[Dataset entries]

== == ==

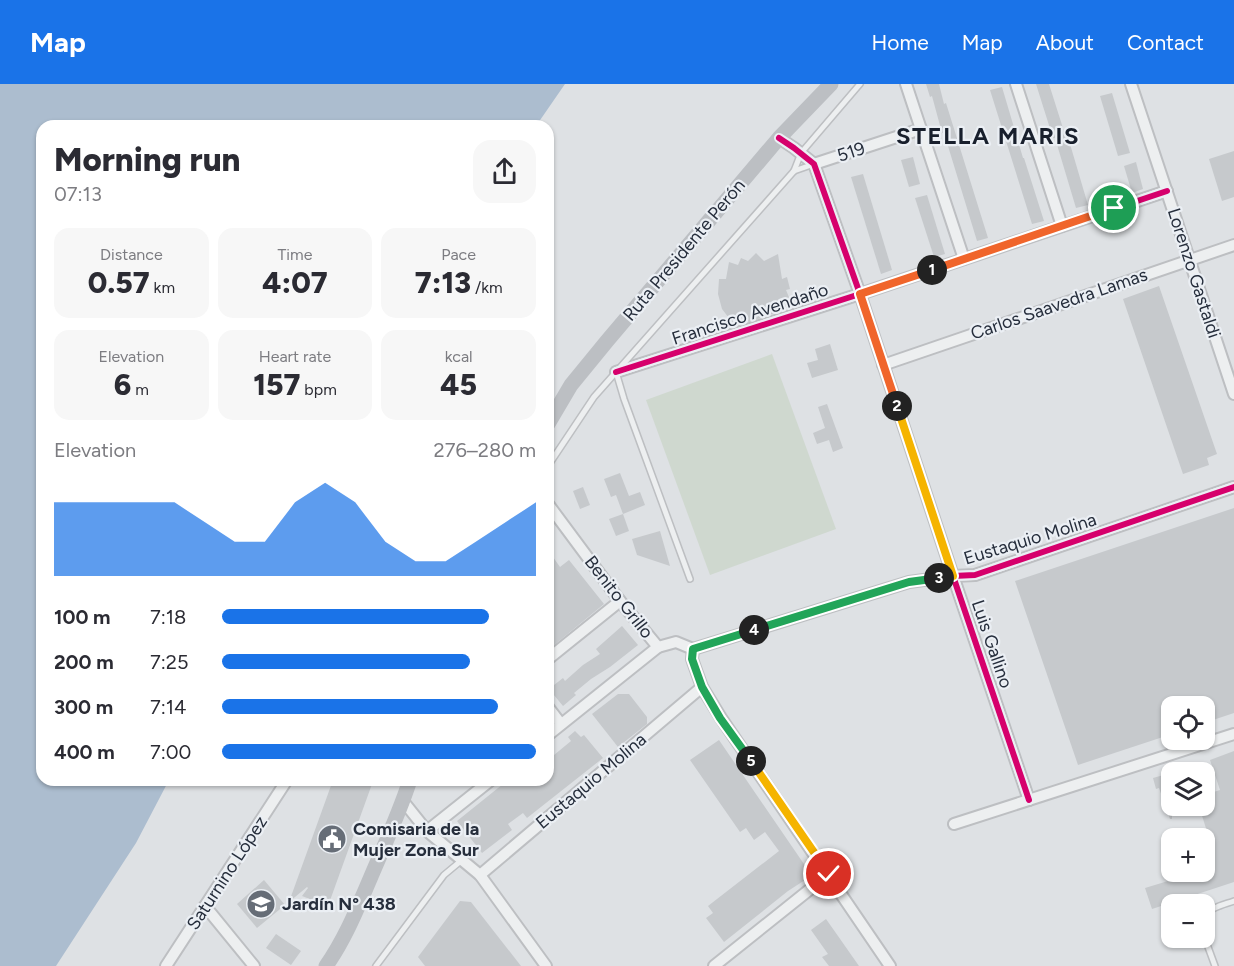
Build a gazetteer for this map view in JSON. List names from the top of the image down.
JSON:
{
  "streets": {
    "main road": ["Ruta Presidente Perón"],
    "street": [
      "519",
      "Lorenzo Gastaldi",
      "Carlos Saavedra Lamas",
      "Francisco Avendaño",
      "Eustaquio Molina",
      "Benito Grillo",
      "Luis Gallino",
      "Saturnino López"
    ]
  },
  "crossings": [
    ["519", "Luis Gallino"],
    ["Lorenzo Gastaldi", "Carlos Saavedra Lamas"],
    ["Lorenzo Gastaldi", "Francisco Avendaño"],
    ["Carlos Saavedra Lamas", "Luis Gallino"],
    ["Francisco Avendaño", "Luis Gallino"],
    ["Eustaquio Molina", "Benito Grillo"],
    ["Eustaquio Molina", "Luis Gallino"]
  ],
  "districts": ["STELLA MARIS"],
  "places": {
    "public building": ["Comisaria de la Mujer Zona Sur"],
    "school or university": ["Jardín N° 438"]
  },
  "page": {
    "header": "Map",
    "nav": [
      "Home",
      "Map",
      "About",
      "Contact"
    ],
    "heading": ["Morning run", "07:13"],
    "stats": [
      ["Distance", "0.57 km"],
      ["Time", "4:07"],
      ["Pace", "7:13 /km"],
      ["Elevation", "6 m"],
      ["Heart rate", "157 bpm"],
      ["kcal", "45"]
    ],
    "pins": [
      "1",
      "2",
      "3",
      "4",
      "5"
    ],
    "chart": ["Elevation", "276–280 m"],
    "list": [
      {
        "name": "100 m",
        "note": "7:18"
      },
      {
        "name": "200 m",
        "note": "7:25"
      },
      {
        "name": "300 m",
        "note": "7:14"
      },
      {
        "name": "400 m",
        "note": "7:00"
      }
    ],
    "map_buttons": ["+", "−"]
  }
}
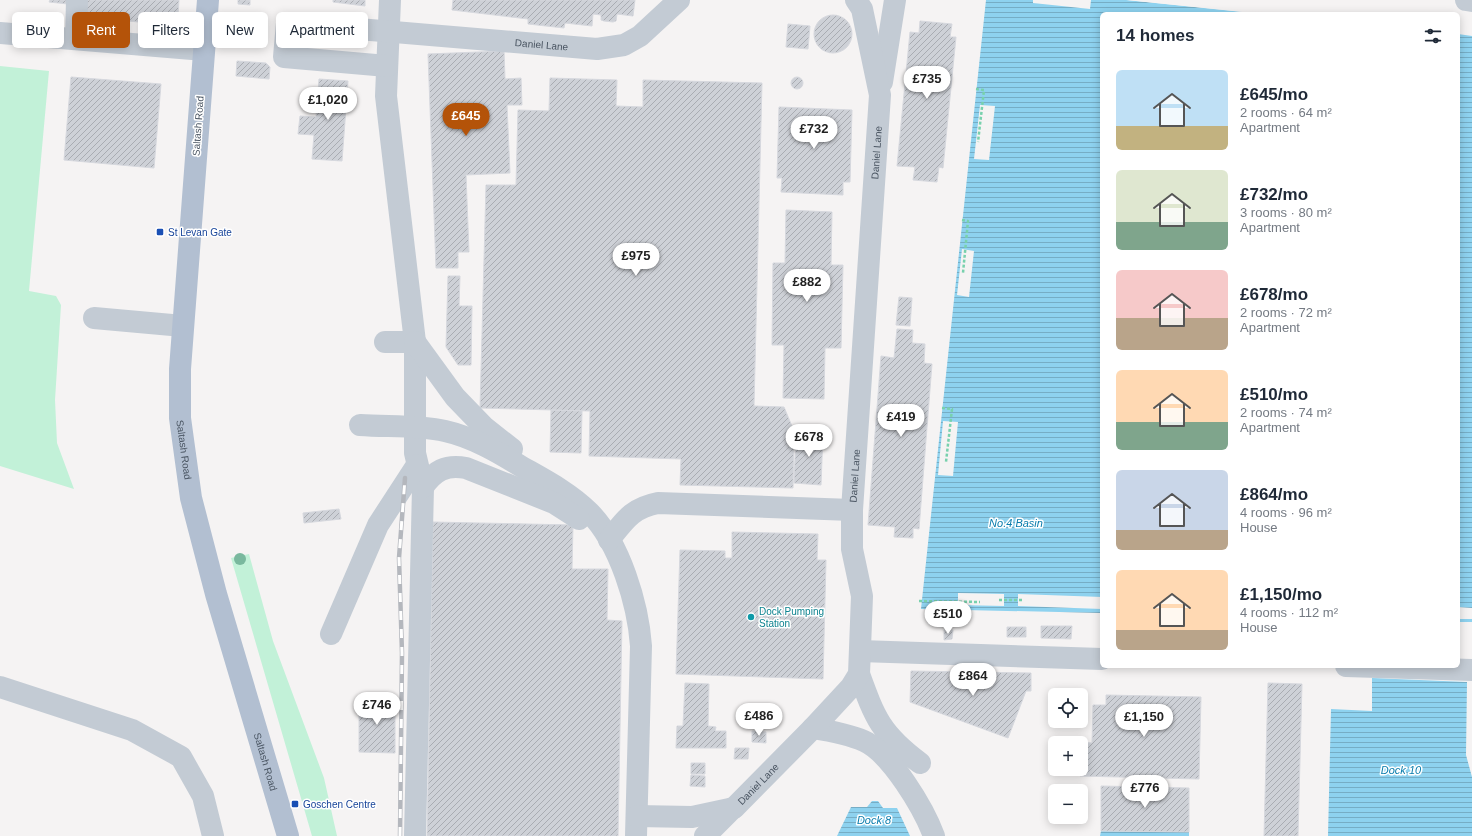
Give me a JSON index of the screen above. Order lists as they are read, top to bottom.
{
  "streets": {
    "main road": ["Saltash Road"],
    "street": ["Daniel Lane"]
  },
  "water": ["No.4 Basin", "Dock 10", "Dock 8"],
  "places": {
    "transit": ["St Levan Gate", "Goschen Centre"],
    "other": ["Dock Pumping Station"]
  },
  "page": {
    "chip": [
      "Buy",
      "Rent",
      "Filters",
      "New",
      "Apartment"
    ],
    "heading": "14 homes",
    "list": [
      {
        "name": "£645/mo",
        "note": "2 rooms · 64 m² · Apartment"
      },
      {
        "name": "£732/mo",
        "note": "3 rooms · 80 m² · Apartment"
      },
      {
        "name": "£678/mo",
        "note": "2 rooms · 72 m² · Apartment"
      },
      {
        "name": "£510/mo",
        "note": "2 rooms · 74 m² · Apartment"
      },
      {
        "name": "£864/mo",
        "note": "4 rooms · 96 m² · House"
      },
      {
        "name": "£1,150/mo",
        "note": "4 rooms · 112 m² · House"
      }
    ],
    "price": [
      "£735",
      "£1,020",
      "£645",
      "£732",
      "£975",
      "£882",
      "£419",
      "£678",
      "£510",
      "£864",
      "£746",
      "£486",
      "£1,150",
      "£776"
    ],
    "map_buttons": ["+", "−"]
  }
}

== == ==

→ WHAT IS BEING ASKED
Lines that contain "Luis" should be pulled from the entries above and reported.

→ RESULT OF THE TASK
      "Luis Gallino",
    ["519", "Luis Gallino"],
    ["Carlos Saavedra Lamas", "Luis Gallino"],
    ["Francisco Avendaño", "Luis Gallino"],
    ["Eustaquio Molina", "Luis Gallino"]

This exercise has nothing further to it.